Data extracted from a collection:

● ● ● ● ●

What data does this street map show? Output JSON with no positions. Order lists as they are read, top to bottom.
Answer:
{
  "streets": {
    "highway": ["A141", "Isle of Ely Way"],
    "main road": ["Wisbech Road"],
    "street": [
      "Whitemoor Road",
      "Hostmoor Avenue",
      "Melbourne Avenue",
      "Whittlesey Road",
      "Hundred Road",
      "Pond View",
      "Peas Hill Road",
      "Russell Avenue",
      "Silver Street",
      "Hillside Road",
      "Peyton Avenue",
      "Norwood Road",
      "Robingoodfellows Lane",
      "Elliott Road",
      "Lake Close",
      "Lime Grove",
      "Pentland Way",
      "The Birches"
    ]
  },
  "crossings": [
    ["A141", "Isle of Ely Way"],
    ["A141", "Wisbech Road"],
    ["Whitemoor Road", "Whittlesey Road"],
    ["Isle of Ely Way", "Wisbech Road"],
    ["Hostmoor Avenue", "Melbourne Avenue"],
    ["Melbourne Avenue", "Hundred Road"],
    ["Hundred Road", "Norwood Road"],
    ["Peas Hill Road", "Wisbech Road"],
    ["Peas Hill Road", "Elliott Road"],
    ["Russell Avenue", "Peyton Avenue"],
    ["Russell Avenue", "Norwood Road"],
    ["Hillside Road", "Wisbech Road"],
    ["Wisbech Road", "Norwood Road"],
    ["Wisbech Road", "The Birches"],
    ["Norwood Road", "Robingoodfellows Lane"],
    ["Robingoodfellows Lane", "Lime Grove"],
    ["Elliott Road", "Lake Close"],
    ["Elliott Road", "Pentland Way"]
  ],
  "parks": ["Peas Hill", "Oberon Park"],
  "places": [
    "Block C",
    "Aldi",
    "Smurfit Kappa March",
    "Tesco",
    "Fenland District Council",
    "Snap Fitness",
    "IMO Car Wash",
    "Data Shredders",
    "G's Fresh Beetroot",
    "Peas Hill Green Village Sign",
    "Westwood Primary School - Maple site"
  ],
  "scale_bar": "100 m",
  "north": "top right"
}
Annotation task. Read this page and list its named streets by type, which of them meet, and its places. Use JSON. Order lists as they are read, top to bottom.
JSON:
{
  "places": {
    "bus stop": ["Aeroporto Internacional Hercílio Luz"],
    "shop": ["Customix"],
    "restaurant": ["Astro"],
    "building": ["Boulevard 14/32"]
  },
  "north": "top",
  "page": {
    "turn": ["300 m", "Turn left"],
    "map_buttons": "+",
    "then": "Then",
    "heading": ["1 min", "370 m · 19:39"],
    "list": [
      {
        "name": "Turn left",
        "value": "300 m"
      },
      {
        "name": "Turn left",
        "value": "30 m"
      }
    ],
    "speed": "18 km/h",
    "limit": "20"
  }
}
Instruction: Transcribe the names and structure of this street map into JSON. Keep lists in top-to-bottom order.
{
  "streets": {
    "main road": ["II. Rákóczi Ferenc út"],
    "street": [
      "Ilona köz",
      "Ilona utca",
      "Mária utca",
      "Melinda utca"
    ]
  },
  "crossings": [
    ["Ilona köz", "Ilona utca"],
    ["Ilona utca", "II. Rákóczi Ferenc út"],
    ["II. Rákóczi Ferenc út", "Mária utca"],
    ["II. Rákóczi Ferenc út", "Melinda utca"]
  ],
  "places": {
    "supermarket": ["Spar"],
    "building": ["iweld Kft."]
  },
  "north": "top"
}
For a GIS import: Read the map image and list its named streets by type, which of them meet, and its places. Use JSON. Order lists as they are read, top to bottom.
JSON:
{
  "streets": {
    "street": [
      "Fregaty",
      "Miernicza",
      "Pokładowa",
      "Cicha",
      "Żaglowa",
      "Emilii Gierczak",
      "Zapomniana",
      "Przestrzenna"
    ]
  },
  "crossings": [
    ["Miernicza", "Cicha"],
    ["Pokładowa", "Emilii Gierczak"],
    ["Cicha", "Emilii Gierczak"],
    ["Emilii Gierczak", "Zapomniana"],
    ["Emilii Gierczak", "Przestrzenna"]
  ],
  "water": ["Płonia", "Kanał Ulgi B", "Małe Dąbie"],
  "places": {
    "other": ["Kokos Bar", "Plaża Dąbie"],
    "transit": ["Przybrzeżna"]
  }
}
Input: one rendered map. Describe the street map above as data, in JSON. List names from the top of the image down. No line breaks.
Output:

● ● ● ● ●

= What to do =
Repeat each of the records exactly as written.

= Exercise result =
What data does this street map show? Output JSON with no positions. Order lists as they are read, top to bottom.
Answer:
{
  "streets": {
    "highway": ["A141", "Isle of Ely Way"],
    "main road": ["Wisbech Road"],
    "street": [
      "Whitemoor Road",
      "Hostmoor Avenue",
      "Melbourne Avenue",
      "Whittlesey Road",
      "Hundred Road",
      "Pond View",
      "Peas Hill Road",
      "Russell Avenue",
      "Silver Street",
      "Hillside Road",
      "Peyton Avenue",
      "Norwood Road",
      "Robingoodfellows Lane",
      "Elliott Road",
      "Lake Close",
      "Lime Grove",
      "Pentland Way",
      "The Birches"
    ]
  },
  "crossings": [
    ["A141", "Isle of Ely Way"],
    ["A141", "Wisbech Road"],
    ["Whitemoor Road", "Whittlesey Road"],
    ["Isle of Ely Way", "Wisbech Road"],
    ["Hostmoor Avenue", "Melbourne Avenue"],
    ["Melbourne Avenue", "Hundred Road"],
    ["Hundred Road", "Norwood Road"],
    ["Peas Hill Road", "Wisbech Road"],
    ["Peas Hill Road", "Elliott Road"],
    ["Russell Avenue", "Peyton Avenue"],
    ["Russell Avenue", "Norwood Road"],
    ["Hillside Road", "Wisbech Road"],
    ["Wisbech Road", "Norwood Road"],
    ["Wisbech Road", "The Birches"],
    ["Norwood Road", "Robingoodfellows Lane"],
    ["Robingoodfellows Lane", "Lime Grove"],
    ["Elliott Road", "Lake Close"],
    ["Elliott Road", "Pentland Way"]
  ],
  "parks": ["Peas Hill", "Oberon Park"],
  "places": [
    "Block C",
    "Aldi",
    "Smurfit Kappa March",
    "Tesco",
    "Fenland District Council",
    "Snap Fitness",
    "IMO Car Wash",
    "Data Shredders",
    "G's Fresh Beetroot",
    "Peas Hill Green Village Sign",
    "Westwood Primary School - Maple site"
  ],
  "scale_bar": "100 m",
  "north": "top right"
}
Annotation task. Read this page and list its named streets by type, which of them meet, and its places. Use JSON. Order lists as they are read, top to bottom.
JSON:
{
  "places": {
    "bus stop": ["Aeroporto Internacional Hercílio Luz"],
    "shop": ["Customix"],
    "restaurant": ["Astro"],
    "building": ["Boulevard 14/32"]
  },
  "north": "top",
  "page": {
    "turn": ["300 m", "Turn left"],
    "map_buttons": "+",
    "then": "Then",
    "heading": ["1 min", "370 m · 19:39"],
    "list": [
      {
        "name": "Turn left",
        "value": "300 m"
      },
      {
        "name": "Turn left",
        "value": "30 m"
      }
    ],
    "speed": "18 km/h",
    "limit": "20"
  }
}
Instruction: Transcribe the names and structure of this street map into JSON. Keep lists in top-to-bottom order.
{
  "streets": {
    "main road": ["II. Rákóczi Ferenc út"],
    "street": [
      "Ilona köz",
      "Ilona utca",
      "Mária utca",
      "Melinda utca"
    ]
  },
  "crossings": [
    ["Ilona köz", "Ilona utca"],
    ["Ilona utca", "II. Rákóczi Ferenc út"],
    ["II. Rákóczi Ferenc út", "Mária utca"],
    ["II. Rákóczi Ferenc út", "Melinda utca"]
  ],
  "places": {
    "supermarket": ["Spar"],
    "building": ["iweld Kft."]
  },
  "north": "top"
}
For a GIS import: Read the map image and list its named streets by type, which of them meet, and its places. Use JSON. Order lists as they are read, top to bottom.
JSON:
{
  "streets": {
    "street": [
      "Fregaty",
      "Miernicza",
      "Pokładowa",
      "Cicha",
      "Żaglowa",
      "Emilii Gierczak",
      "Zapomniana",
      "Przestrzenna"
    ]
  },
  "crossings": [
    ["Miernicza", "Cicha"],
    ["Pokładowa", "Emilii Gierczak"],
    ["Cicha", "Emilii Gierczak"],
    ["Emilii Gierczak", "Zapomniana"],
    ["Emilii Gierczak", "Przestrzenna"]
  ],
  "water": ["Płonia", "Kanał Ulgi B", "Małe Dąbie"],
  "places": {
    "other": ["Kokos Bar", "Plaża Dąbie"],
    "transit": ["Przybrzeżna"]
  }
}
Input: one rendered map. Describe the street map above as data, in JSON. List names from the top of the image down. No line breaks.
Output:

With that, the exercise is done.